Top of Data

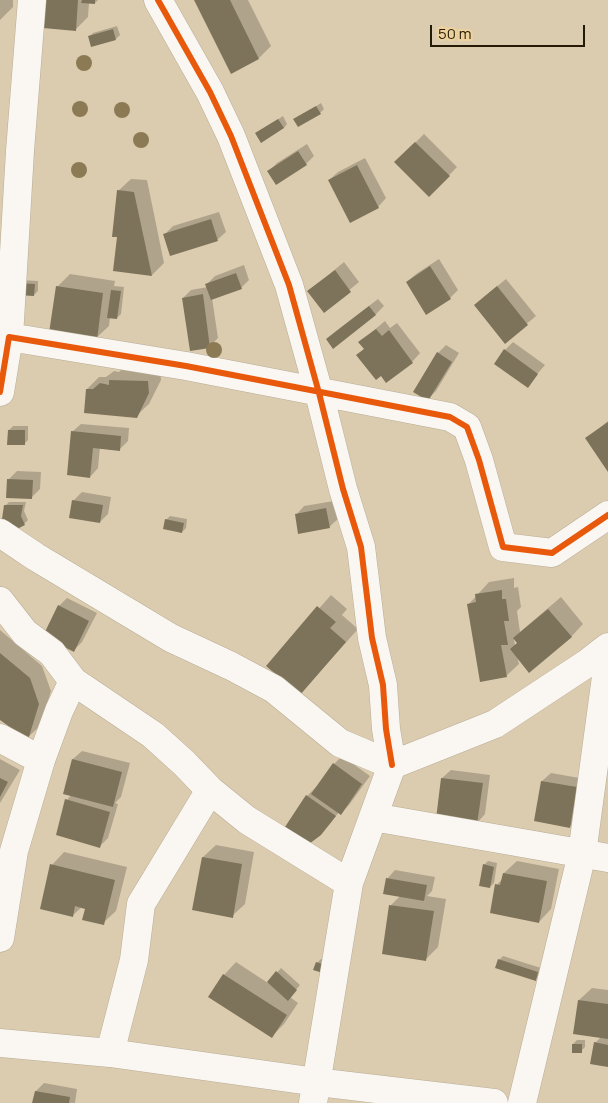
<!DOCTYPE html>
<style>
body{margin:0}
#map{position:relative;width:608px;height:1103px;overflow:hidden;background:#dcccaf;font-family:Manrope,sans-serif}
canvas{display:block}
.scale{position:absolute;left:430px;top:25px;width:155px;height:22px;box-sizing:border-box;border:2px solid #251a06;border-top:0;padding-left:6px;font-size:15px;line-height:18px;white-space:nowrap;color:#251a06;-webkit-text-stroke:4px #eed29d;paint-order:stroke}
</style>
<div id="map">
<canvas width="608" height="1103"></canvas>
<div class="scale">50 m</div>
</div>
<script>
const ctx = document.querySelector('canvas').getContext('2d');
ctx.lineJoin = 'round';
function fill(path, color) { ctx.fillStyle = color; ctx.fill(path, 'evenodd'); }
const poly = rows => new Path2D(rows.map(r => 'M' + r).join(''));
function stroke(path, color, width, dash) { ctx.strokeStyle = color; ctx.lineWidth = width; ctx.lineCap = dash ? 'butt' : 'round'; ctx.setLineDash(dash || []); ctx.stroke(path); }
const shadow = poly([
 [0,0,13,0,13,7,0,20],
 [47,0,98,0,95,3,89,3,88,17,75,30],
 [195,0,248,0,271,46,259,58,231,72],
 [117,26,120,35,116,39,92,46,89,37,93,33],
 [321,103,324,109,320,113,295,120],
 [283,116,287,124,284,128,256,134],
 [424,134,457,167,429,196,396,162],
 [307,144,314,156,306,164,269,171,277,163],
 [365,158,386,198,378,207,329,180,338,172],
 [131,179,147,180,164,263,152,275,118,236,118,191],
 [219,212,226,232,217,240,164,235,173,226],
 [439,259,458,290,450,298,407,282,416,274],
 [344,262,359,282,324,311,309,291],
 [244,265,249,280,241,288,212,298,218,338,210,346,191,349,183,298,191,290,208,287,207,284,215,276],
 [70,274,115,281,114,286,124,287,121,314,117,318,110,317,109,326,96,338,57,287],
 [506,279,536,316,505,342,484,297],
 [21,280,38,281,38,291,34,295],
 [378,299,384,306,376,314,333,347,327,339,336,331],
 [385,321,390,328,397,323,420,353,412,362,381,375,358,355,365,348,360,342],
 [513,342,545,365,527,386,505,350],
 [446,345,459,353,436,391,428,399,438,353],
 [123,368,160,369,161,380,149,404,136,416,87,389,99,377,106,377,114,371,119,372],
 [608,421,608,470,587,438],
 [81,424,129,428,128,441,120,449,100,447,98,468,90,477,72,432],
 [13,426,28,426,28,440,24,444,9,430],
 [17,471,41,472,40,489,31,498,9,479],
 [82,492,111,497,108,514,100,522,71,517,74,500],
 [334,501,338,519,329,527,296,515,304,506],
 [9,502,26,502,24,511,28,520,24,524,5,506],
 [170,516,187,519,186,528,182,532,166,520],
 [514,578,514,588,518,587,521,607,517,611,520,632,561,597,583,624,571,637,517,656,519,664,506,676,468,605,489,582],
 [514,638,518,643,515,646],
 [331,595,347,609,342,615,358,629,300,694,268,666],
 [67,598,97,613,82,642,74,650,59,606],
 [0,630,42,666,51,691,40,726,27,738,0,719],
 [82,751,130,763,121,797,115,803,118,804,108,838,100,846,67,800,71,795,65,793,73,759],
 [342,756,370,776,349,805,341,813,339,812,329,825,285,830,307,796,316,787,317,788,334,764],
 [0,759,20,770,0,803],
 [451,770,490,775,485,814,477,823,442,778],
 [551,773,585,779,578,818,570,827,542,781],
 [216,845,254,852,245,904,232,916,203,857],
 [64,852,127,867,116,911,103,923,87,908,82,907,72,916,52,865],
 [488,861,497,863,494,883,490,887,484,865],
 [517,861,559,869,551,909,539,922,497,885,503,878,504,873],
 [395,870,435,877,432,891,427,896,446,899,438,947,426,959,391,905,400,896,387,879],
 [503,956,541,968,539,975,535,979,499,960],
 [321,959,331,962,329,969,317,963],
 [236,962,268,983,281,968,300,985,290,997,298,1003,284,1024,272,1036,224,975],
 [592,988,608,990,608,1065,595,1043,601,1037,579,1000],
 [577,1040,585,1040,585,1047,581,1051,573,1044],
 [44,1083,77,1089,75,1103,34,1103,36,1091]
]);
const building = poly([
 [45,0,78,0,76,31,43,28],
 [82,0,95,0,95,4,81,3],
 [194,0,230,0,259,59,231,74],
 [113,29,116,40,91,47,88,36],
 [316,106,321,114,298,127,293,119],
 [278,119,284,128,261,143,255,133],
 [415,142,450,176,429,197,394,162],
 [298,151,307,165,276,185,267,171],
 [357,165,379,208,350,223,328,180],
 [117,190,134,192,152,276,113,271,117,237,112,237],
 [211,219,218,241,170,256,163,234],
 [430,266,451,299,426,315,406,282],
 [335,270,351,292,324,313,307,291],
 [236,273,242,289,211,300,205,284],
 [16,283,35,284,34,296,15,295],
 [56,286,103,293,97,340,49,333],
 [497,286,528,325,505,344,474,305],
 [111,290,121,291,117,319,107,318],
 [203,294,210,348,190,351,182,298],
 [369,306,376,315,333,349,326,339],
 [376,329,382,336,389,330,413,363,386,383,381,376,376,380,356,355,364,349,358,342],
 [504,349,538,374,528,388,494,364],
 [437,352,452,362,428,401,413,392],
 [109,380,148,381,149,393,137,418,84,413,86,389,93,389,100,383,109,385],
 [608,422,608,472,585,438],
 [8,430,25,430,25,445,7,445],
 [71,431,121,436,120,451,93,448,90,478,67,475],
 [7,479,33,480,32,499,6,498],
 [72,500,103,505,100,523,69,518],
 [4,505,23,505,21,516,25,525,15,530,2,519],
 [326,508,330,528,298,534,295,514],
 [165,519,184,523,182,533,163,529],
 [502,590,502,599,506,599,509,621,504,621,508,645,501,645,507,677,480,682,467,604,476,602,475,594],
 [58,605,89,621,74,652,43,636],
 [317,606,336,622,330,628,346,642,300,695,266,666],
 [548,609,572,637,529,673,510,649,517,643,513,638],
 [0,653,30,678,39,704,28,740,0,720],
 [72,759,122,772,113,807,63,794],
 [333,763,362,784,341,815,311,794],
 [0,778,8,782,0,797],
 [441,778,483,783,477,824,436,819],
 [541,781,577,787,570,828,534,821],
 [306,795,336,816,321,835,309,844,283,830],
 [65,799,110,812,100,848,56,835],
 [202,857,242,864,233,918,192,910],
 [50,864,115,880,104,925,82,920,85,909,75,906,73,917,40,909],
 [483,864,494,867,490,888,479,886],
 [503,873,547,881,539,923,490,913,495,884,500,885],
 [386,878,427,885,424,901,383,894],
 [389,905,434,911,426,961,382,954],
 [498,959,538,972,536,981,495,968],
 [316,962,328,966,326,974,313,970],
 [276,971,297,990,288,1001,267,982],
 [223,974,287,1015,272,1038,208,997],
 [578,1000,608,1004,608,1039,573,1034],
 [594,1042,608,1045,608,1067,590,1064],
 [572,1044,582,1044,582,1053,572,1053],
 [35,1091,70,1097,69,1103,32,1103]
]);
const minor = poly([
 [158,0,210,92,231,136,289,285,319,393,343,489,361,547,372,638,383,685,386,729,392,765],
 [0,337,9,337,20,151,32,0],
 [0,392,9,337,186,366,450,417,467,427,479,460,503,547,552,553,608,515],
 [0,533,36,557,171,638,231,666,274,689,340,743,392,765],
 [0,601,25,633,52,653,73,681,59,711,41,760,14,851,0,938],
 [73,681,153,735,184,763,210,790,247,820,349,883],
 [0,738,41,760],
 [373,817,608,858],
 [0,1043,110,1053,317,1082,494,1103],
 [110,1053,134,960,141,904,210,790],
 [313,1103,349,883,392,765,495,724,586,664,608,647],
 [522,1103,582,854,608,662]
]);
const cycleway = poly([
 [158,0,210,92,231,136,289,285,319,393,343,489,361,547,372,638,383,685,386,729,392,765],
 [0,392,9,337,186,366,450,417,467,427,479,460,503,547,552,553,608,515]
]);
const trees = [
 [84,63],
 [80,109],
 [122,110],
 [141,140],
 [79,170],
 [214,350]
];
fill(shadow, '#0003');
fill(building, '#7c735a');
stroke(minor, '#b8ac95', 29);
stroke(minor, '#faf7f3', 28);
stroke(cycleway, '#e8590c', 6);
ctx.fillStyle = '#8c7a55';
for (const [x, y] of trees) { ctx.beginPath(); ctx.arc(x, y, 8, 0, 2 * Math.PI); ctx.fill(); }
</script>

Bottom of Data

Exercise prompt: Work out how many lines in the records contain the word "scale", and give that number by itself.

Task solution: 2